----- Data to process -----
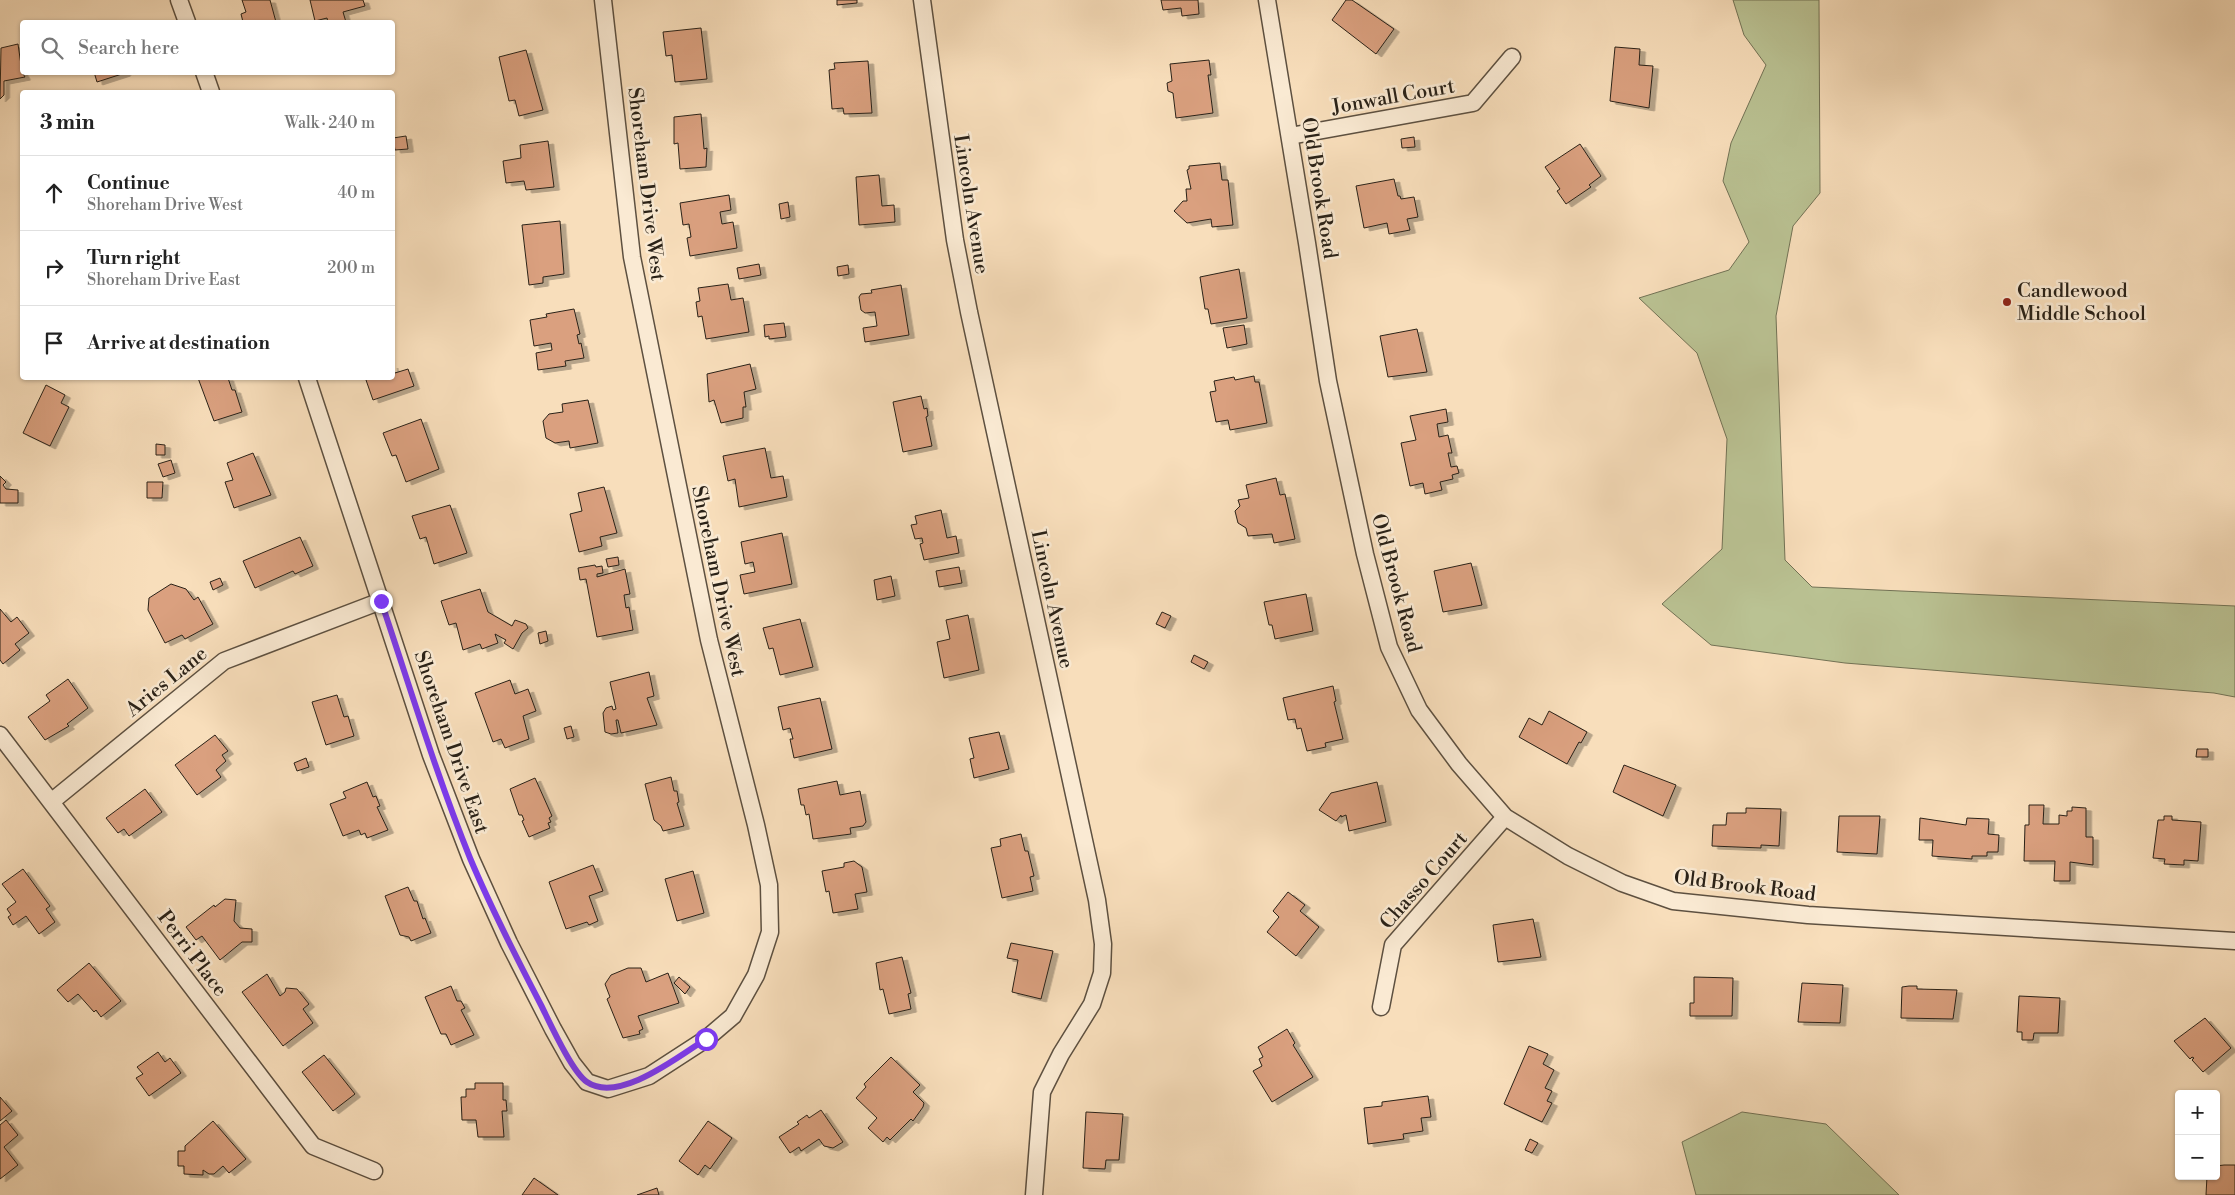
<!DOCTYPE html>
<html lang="en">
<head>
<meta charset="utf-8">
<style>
	:root { --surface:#fff; --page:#f6f6f6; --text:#222; --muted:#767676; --line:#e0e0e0 }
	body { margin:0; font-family:"Libre Bodoni",serif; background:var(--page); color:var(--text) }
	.controls { position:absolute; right:15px; bottom:15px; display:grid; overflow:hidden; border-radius:5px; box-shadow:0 1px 4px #0004 }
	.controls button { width:45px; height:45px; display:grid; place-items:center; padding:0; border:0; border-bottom:1px solid var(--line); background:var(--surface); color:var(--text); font:25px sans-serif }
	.stop { position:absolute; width:15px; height:15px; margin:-11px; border:4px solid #7c3aed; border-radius:50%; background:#fff }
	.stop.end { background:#7c3aed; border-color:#fff; box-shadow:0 1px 5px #0008 }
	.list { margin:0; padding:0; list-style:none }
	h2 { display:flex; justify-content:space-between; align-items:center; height:65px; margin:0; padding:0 20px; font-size:21px }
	h2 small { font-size:16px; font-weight:400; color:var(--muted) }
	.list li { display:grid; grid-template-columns:32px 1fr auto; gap:15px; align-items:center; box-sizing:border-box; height:75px; padding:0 20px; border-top:1px solid var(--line) }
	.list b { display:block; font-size:19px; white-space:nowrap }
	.list p { margin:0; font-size:16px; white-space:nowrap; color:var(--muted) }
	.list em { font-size:16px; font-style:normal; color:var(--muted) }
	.icon { flex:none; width:28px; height:28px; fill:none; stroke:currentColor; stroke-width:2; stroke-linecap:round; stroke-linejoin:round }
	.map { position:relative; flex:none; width:2235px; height:1195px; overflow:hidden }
	.search { position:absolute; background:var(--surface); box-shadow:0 1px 4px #0004; left:20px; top:20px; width:375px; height:55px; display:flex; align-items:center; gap:12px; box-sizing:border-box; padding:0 18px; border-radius:5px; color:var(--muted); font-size:19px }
	.panel { position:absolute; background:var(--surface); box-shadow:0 1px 4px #0004; left:20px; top:90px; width:375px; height:290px; border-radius:5px }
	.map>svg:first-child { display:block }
	.green { fill:#bac293; stroke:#727255 }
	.building { fill:#daa07f; stroke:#292117; filter:url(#shadow) }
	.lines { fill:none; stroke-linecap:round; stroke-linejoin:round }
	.street-casing { stroke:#5d5040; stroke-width:19 }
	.street { stroke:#faead3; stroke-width:16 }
	.route { stroke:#7c3aed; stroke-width:6 }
	.poi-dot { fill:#8f2418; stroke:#faead3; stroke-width:2 }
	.labels { text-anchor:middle; stroke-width:5; stroke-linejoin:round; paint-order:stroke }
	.street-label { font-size:20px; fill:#292117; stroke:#faead3 }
	.poi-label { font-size:20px; fill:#292117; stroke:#faead3; text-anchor:start }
</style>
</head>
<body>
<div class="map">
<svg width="2235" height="1195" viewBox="0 0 2235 1195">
	<defs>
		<filter id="shadow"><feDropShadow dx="5.5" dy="3" stdDeviation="0" flood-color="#0004"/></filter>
	</defs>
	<rect width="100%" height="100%" fill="#f8debb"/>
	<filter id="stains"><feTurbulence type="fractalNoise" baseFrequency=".004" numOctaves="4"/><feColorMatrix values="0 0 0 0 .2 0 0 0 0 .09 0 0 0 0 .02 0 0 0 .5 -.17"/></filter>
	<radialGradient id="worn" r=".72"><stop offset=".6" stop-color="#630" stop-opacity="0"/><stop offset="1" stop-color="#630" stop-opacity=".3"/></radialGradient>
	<!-- green -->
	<path class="green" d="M1733,0H1819L1820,193L1793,226L1776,316L1785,560L1812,587L2235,606V697L2214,693L1845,663L1711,645L1662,604L1722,549L1727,439L1697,353L1639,298L1729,270L1749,242L1723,181L1731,143L1766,65L1744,35Z
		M1742,1112L1826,1124L1899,1195H1696L1682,1142Z"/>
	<!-- building -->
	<path class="building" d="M242,0H270L276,22H243L241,14L246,12Z
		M310,0H363L365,6L343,12L346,22H328L327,18L315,21Z
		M837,0H857V3L837,5Z
		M1161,0H1198L1199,14L1182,16L1181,8L1163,10Z
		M1346,0H1352L1394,29L1376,54L1332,20Z
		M701,28L707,79L675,82L672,55L666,56L663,32Z
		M18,44L22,72L25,77L4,81V95L0,99L1,48Z
		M1615,47L1640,49L1639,65L1653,66L1649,108L1610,101Z
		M526,50L543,110L519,116L515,100L509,101L499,57Z
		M1209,60L1211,75H1208L1213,113L1176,118L1173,93L1168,91L1167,83L1172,81L1170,64Z
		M868,61L872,113L844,114L843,108L832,109L829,70L835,69L834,63Z
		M94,72H125V73L97,82Z
		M701,114L704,149L707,148L706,167L680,169L678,143L674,144V117Z
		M406,136L408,149L395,150L393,138Z
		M1414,137L1415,147L1402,148L1401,139Z
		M548,141L554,187L526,190L524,181L506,183L503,161L521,158L520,145Z
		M1580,144L1601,176L1589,185L1591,187L1566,204L1557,191L1560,189L1545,167Z
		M1220,163L1222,180H1228L1233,225L1212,227L1211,219L1187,223L1174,211L1183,201H1187L1186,189H1191L1187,170L1189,169V166Z
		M879,175L882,206L894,205L895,222L859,225L856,177Z
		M1394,179L1398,196H1400L1401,199L1414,197L1418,217L1407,219L1410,230L1389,234L1387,223L1364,228L1356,186Z
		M729,195L731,210L720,212L722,224L733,222L737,248L690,256L687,238L691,237L689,224L683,225L680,203Z
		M788,202L790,217L781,219L779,204Z
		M560,221L564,274L543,277V283L529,285L522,225Z
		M759,264L761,275L739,279L737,268Z
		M848,265L849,274L838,276L837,267Z
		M1239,269L1247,318L1211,324L1208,309H1205L1200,277Z
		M728,284L731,300L743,298L749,332L706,339L702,316L698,317L696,302L700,301L698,288Z
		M901,285L909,335L865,342L863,328L877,326L875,312L865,313L861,310L859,297L861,294L872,293L871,290Z
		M574,309L580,334L577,335L579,344L581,343L584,358L565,361L566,366L538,370L536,353L552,350L551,343L534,346L530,320L547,317L546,314Z
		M784,323L786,337L769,339V336L765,337L764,325Z
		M1244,325L1247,344L1227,348L1223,328Z
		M1417,329L1427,372L1388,377L1380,336Z
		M750,364L756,389L744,392L746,407H743V418L721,423L714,400L709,402L707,374Z
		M392,365L395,373L408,369L414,386L373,400L366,380L369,378H392Z
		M1254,376L1255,382H1259L1267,423L1230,430L1228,420L1216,422L1210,392L1216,391L1214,381L1234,377L1235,380Z
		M198,378H228L232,390H235L242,412L214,421Z
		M46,385L65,395L61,403L69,407L50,446L23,433Z
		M921,396L924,409L927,408L928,416L926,417L932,446L903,452L893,402Z
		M588,400L598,443L570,448L569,441L555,443L546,438L543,421L549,414L563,412L562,404Z
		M1446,409L1448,422L1437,424L1439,437L1448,435L1452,453H1448L1451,467L1457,466L1459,473L1452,475L1453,479L1440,482L1442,490L1425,494L1423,483L1410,486L1401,443L1416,440L1410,416Z
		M421,419L439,469L406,482L396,455L392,456L383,433Z
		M156,444L165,445V455H156Z
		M765,448L771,478L783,476L787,497L739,507L735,479L728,481L723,456Z
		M253,453L271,495L234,508L225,482L233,480L227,463Z
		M171,460L175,473L163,477L158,464Z
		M0,476L6,482L3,485L6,489L18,490V503H0Z
		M1276,478L1280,495L1285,494L1295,539L1274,543L1272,534L1248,536L1246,528L1238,523L1235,511L1240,506L1238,500L1249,498L1246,485Z
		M147,482H163L162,498H147Z
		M604,487L617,533L600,537L602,546L579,552L570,514L582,511L578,493Z
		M450,505L467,553L434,564L426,537L420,539L412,516Z
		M941,510L947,538L956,536L959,553L924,560L920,544L923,543L922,538L915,539L911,525L917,524L915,516Z
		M782,533L792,584L744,594L740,575L755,572L753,562L745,564L741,542Z
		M300,537L313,566L295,574L293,571L255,588L243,561Z
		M618,557L619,565L608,567L606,559Z
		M1471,563L1482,605L1443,612L1434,571Z
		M595,565L596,567L602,566L603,573L597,574V577L625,569L630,594L624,595L626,608L629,607L633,630L597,637L586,579L580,580L578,568Z
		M959,567L962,583L939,587L936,571Z
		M891,576L895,596L877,600L874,580Z
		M220,578L223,585L213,590L210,582Z
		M171,584L186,589L194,600L198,597L213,624L185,639L182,635L165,643L148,610L149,598Z
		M480,589L488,612L512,626L515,620L526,624L528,628L522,633L513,649L504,643L506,640L495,634L498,643L482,649L480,644L463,650L456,623L449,625L441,601Z
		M1306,594L1313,631L1275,639L1272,625H1269L1264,602Z
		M0,609L11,622L17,617L29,633L15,644L20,650L3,664L0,660Z
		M1162,612L1171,616L1165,628L1156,624Z
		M968,615L979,670L944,678L937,642L950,639L946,620Z
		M800,619L813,667L780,675L773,648L769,649L763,628Z
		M546,631L548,641L540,644L538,633Z
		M1194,655L1208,662L1204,669L1191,662Z
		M649,672L654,696L647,698L657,725L621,733L618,720H616L618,733L611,734L605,732L603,713L606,708L612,706L613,710L616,709L610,682Z
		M68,679L88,708L67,724L69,726L45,740L28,717L50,701L46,695Z
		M510,680L515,694L528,689L536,711L523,716L529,739L505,748L501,739L493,742L475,693Z
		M1333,686L1336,701L1334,702L1343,739L1325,743L1326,747L1307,751L1301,728L1297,729L1295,719L1288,720L1283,698Z
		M337,695L344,717L348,716L354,736L326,745L312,702Z
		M820,698L832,749L794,758L790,739H793L790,728L783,730L778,707Z
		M1549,711L1587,732L1581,743L1579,742L1567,764L1519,737L1529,718L1542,725Z
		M571,726L574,737L567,739L564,728Z
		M999,732L1009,769L974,778L970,759L974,758L969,738Z
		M215,735L228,751L222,755L226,761L216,770L221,777L197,795L175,765Z
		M2197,749H2208V757H2196Z
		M306,758L309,767L297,771L294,763Z
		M1624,765L1676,785L1663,816L1613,792Z
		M671,777L674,791H677L679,802L677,803L684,826L663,831L661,826L654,820L645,784Z
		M535,778L552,816L549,818L551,822L548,823L550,828L529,837L522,821L524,820L522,815H519L510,789Z
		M837,781L840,795L860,791L866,822L863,826L850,828L851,834L813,839L809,814L806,815L804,805H801L798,789Z
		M367,782L373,797L376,796L380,806L377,807L388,830L367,838L365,833L361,835L359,830L343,836L330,804L346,798L343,792Z
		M1377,782L1386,822L1349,831L1346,815L1341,817V815L1336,821L1319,810L1331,793Z
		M145,789L162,812L129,836L124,829L118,833L106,818Z
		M2029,805H2044L2043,824H2059V815L2067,816V811H2072V807L2086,808V837H2093V865L2070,862V881H2054L2055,861H2024L2025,825H2029Z
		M1746,808L1781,809L1779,846L1761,845V848L1712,846L1713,825H1726L1727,813H1746Z
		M1839,816H1880L1877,854L1837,852Z
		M2164,816H2172V820L2201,822L2198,861L2184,860V865L2164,864L2165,859L2153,858L2158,820H2164Z
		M1920,818L1966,825L1967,818L1989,819L1988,834L1999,835L1998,852H1987V856H1972V859L1932,856L1933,840H1919Z
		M1021,834L1025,851H1028L1034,876L1030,877L1033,891L1002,898L991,848L1001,846L1000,839Z
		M854,861L862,867L867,892L855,894L858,909L833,913L829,891L826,892L822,871L844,867V863Z
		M593,865L603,891L589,896L598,921L589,925L587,922L566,929L549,882Z
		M23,869L50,906L46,909L55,922L39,934L26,916L13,925L8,917L11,915L7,909L16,902L2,884Z
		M693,871L704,913L677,921L665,879Z
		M408,887L414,901H417L423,919L425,918L431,933L411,941L409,937L400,935L385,896Z
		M1288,892L1305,905L1300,911L1319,927L1296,956L1267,932L1279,917L1273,911Z
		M225,899L236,900L234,921L240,928L252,929V942H242L220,960L202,936L196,940L186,927L214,905L215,907Z
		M1533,919L1541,957L1498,962L1493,925Z
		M1011,943L1053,951L1041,999L1012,992L1018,960L1007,958Z
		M902,957L911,993L908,994L911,1009L889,1014L883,989L880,990L876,963Z
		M89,963L121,1001L101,1017L96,1010L94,1012L78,994L68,1002L57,990Z
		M628,968H641L646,982L668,973L679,1003L638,1016L643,1029L639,1031L640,1034L623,1038L607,999L610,997L605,984L611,975Z
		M267,974L280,996L285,992L286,988L297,989L309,1004L303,1009L313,1023L283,1046L242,992Z
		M679,977L690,987L685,994L674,983Z
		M1694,977L1733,978L1732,1016H1690V1003H1694Z
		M1802,983L1843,985L1840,1023L1798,1022Z
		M451,986L457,1001H461L465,1008L461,1010L474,1035L451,1045L446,1034H441L425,997Z
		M1909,986H1917V989L1957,990L1953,1019L1901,1018L1902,987Z
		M2019,996L2060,998L2058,1033H2034L2033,1040H2022V1032H2017Z
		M2205,1018L2231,1048L2203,1072L2192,1060L2194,1058L2192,1057L2190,1059L2174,1041Z
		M1287,1029L1295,1043L1293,1045L1313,1077L1272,1102L1253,1071L1262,1066L1259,1059L1263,1057L1258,1047Z
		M1529,1046L1548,1054L1543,1064L1554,1070L1545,1088L1552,1091L1547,1101L1552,1103L1542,1122L1504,1104Z
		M158,1052L165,1062L170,1058L181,1073L149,1096L136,1078L143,1074L137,1067Z
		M324,1055L355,1094L333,1111L302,1072Z
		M891,1057L920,1085L913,1092L924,1103L923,1107L913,1121L911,1119L890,1140L887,1137L883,1142L868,1128L877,1118L856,1098L866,1087L864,1084Z
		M475,1083H503V1100H506L507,1111H502L504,1137H478L476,1120H462L461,1097H466V1089H475Z
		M1428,1096L1431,1117L1421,1118L1423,1131L1403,1134L1404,1139L1368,1144L1364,1108L1382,1106V1102Z
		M0,1097L12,1111L0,1121Z
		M821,1110L843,1142L833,1148L824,1146L819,1139L801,1151L799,1147L790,1153L779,1137L799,1124L797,1122L807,1115L809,1118Z
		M1086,1112L1123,1114L1119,1160H1106L1105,1169L1083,1168Z
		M6,1120L18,1135L4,1147L18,1165L0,1179V1125Z
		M213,1121L246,1159L229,1173L223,1166L214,1174H209L203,1170V1175L184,1174V1166H178V1151H185V1146Z
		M708,1121L732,1138L710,1169L705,1165L698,1175L679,1161Z
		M1530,1139L1538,1143L1532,1153L1525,1150Z
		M2224,1165H2235V1195H2206L2207,1176H2216V1166Z
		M534,1178L558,1195H522Z
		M657,1188L659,1195H637Z"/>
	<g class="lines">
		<defs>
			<path id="street" d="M179,0L187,22
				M922,0L955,240L969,312L1097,900L1103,944L1102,973L1092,1004L1061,1054L1042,1092L1034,1195
				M1267,0L1307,243L1328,381L1365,554L1389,647L1419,710L1459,764L1505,817L1568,856L1622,883L1673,901L1808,915L2235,941
				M204,72L211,92
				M1290,136L1473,103L1512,57
				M307,378L431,755L471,859L509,943L553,1029L572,1063L587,1082L608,1089L649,1076L706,1039L733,1016L756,975L770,932L769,885L756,825L709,640L632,257L603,0
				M0,735L313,1146L374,1171
				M51,802L224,661L381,601
				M1381,1007L1393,945L1505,817"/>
		</defs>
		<!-- street casing -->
		<use href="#street" class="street-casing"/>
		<!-- street -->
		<use href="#street" class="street"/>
	</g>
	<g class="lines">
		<!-- route -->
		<path class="route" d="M381,601C410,687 436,774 470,858C491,908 516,957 541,1005C550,1023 572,1072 587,1082C619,1104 679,1056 706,1039"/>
	</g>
	<!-- markers -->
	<circle class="poi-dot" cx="2007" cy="302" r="5"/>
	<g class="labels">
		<!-- street labels -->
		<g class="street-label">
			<text transform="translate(1393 96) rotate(-10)" y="7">Jonwall Court</text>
			<text transform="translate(647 184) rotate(83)" y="7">Shoreham Drive West</text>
			<text transform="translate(1320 188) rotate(81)" y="7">Old Brook Road</text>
			<text transform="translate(972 204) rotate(81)" y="7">Lincoln Avenue</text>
			<text transform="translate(719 581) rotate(78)" y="7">Shoreham Drive West</text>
			<text transform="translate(1397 583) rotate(75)" y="7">Old Brook Road</text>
			<text transform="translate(1053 599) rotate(78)" y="7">Lincoln Avenue</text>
			<text transform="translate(166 681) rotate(-39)" y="7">Aries Lane</text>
			<text transform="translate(452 742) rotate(71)" y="7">Shoreham Drive East</text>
			<text transform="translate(1423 880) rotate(-49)" y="7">Chasso Court</text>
			<text transform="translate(1745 885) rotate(7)" y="7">Old Brook Road</text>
			<text transform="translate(193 953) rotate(53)" y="7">Perri Place</text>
		</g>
		<!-- poi labels -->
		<g class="poi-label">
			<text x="2017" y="297">Candlewood<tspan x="2017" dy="23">Middle School</tspan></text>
		</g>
	</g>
	<rect width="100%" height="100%" filter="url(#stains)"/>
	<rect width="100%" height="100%" fill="url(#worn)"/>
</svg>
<div class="controls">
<button>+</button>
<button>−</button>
</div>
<div class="stop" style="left:706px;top:1039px"></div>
<div class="stop end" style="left:381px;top:601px"></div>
<div class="search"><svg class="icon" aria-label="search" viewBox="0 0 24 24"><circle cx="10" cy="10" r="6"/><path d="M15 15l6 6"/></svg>Search here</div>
<section class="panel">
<h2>3 min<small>Walk · 240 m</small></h2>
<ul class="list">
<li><svg class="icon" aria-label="ahead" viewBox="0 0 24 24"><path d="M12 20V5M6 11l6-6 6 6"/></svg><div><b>Continue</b><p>Shoreham Drive West</p></div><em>40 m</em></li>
<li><svg class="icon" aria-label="right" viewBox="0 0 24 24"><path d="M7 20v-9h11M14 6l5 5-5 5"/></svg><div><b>Turn right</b><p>Shoreham Drive East</p></div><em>200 m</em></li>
<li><svg class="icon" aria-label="arrive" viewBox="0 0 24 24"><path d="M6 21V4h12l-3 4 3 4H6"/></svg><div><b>Arrive at destination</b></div></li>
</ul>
</section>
</div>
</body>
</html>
-----
Activity: Transcribe the entries from their first line to the line that holds "flex:none; width:28px; height:28px;", both included, and skip every picture.

Task result:
<!DOCTYPE html>
<html lang="en">
<head>
<meta charset="utf-8">
<style>
	:root { --surface:#fff; --page:#f6f6f6; --text:#222; --muted:#767676; --line:#e0e0e0 }
	body { margin:0; font-family:"Libre Bodoni",serif; background:var(--page); color:var(--text) }
	.controls { position:absolute; right:15px; bottom:15px; display:grid; overflow:hidden; border-radius:5px; box-shadow:0 1px 4px #0004 }
	.controls button { width:45px; height:45px; display:grid; place-items:center; padding:0; border:0; border-bottom:1px solid var(--line); background:var(--surface); color:var(--text); font:25px sans-serif }
	.stop { position:absolute; width:15px; height:15px; margin:-11px; border:4px solid #7c3aed; border-radius:50%; background:#fff }
	.stop.end { background:#7c3aed; border-color:#fff; box-shadow:0 1px 5px #0008 }
	.list { margin:0; padding:0; list-style:none }
	h2 { display:flex; justify-content:space-between; align-items:center; height:65px; margin:0; padding:0 20px; font-size:21px }
	h2 small { font-size:16px; font-weight:400; color:var(--muted) }
	.list li { display:grid; grid-template-columns:32px 1fr auto; gap:15px; align-items:center; box-sizing:border-box; height:75px; padding:0 20px; border-top:1px solid var(--line) }
	.list b { display:block; font-size:19px; white-space:nowrap }
	.list p { margin:0; font-size:16px; white-space:nowrap; color:var(--muted) }
	.list em { font-size:16px; font-style:normal; color:var(--muted) }
	.icon { flex:none; width:28px; height:28px; fill:none; stroke:currentColor; stroke-width:2; stroke-linecap:round; stroke-linejoin:round }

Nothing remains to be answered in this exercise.